The the following tests were done indoors, where it was relatively quiet and the volume was at about 80% all the time. I played the low-bass-focused song Faded from Zhu and I used my hands as earpads to get an idea about how powerful the bass could have been on over-ear headphones. The 16.2mm drivers are powerful and are more than capable of producing deep full bass, but the problem is that a lot of that potency is lost when the ears aren’t sealed, so, while I can definitely tell that the TubeBass technology has made some improvements, the bass is obviously weaker than on regular earbuds and headphones.
But is it weaker than on other open-ear air earbuds? Not at all, it actually sounds a bit better than on the far more expensive Bose Sport earbuds. Afterwards, I listened to ‘Morph The Cat by Donald Fagan’ and I could tell that the mid bass was present, although it lacks the depth (as expected); the song is detailed and rich, and it sounds more jazzy than bass-oriented. Deja Vu Affair by Soffi Tukker features some continuous bass beats and the sound was detailed, although again, the bass is a bit shallow. Moving forward to ‘System of a Down – Mr Jack’ which is a complicated song that sounds muddy on cheaper, non-fine tuned earbuds and headphones.

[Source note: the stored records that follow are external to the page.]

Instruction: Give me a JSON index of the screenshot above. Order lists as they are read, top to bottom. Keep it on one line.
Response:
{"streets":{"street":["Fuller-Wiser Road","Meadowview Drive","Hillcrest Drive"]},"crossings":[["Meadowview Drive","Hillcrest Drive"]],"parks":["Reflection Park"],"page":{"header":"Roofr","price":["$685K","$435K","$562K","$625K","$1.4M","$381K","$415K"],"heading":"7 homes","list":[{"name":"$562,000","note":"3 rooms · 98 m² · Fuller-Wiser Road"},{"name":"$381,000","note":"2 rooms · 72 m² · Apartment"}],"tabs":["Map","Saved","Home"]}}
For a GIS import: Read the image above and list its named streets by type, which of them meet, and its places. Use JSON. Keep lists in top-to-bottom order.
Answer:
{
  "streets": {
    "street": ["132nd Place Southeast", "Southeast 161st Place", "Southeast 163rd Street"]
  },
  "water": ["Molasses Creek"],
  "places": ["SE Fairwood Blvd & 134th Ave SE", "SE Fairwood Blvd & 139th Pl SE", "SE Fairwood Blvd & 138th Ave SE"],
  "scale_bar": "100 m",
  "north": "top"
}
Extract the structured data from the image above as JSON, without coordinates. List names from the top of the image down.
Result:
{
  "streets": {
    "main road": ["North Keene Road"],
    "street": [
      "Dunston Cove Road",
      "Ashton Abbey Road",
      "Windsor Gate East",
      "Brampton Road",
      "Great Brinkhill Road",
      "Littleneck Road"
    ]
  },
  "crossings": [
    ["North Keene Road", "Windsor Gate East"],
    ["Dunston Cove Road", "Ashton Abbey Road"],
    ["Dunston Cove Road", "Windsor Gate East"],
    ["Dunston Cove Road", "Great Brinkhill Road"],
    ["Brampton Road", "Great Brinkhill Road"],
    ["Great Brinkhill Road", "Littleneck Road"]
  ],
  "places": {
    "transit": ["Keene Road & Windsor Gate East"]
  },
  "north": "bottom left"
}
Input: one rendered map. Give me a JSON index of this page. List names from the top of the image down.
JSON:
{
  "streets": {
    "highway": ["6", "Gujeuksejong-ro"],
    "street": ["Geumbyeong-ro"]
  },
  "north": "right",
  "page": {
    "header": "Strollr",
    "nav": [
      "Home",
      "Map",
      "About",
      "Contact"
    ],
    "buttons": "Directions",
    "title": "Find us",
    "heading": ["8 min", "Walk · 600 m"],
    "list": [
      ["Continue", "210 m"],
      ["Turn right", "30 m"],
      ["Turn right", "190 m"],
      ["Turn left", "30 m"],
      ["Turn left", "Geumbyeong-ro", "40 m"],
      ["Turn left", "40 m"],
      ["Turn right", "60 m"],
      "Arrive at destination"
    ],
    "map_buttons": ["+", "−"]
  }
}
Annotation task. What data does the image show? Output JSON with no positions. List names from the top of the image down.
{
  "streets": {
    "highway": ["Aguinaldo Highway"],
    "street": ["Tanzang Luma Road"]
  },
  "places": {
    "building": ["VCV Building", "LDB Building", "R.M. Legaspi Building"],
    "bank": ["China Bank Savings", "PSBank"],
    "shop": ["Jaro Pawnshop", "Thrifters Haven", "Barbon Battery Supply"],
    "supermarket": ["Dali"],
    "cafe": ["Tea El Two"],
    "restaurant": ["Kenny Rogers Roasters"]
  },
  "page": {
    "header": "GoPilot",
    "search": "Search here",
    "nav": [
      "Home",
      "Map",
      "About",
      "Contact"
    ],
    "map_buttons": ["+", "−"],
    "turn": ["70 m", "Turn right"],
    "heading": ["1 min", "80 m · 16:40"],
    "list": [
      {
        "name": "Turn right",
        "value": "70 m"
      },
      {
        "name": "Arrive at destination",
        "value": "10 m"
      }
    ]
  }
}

And I could immediately tell that the voices and instruments are well defined, the bass seems a bit more potent here, which is nice. It doesn’t sound muddy, the contrary, it’s clean and well reproduced, which is rare even at this price point. Next, I listened to ‘Vance – She Burns’ and the male voice is well reproduced (not too forward or backwards), the song is detailed and sounds really well on the OneOdio OpenRock Pro. I suppose it could have been more colorful (the palm over the ears test). I also listened to ‘Ariana Grande – Breathin’ and I could tell that the female voice is also well reproduced – the song is clear and sounds good.
Lastly, I played ‘Guns n Roses – Sweet Child o Mine’ and I am fairly sure that treble is slightly boosted, so Axl’s voice can get fatiguing at some point (even so, the song is detailed and clear). Now let’s talk about what happens outdoors, where it’s far louder than inside my office. Remember that we’re dealing with a pair of open-ear earbuds, so you’re going to hear everything around you. This makes the OneOdio OpenRock Pro ideal for cycling since you can be more aware of your surroundings. And yes, the louder it gets, the less you’re going to hear the sound coming from your earbuds, so there’s an expected impact on the sound quality.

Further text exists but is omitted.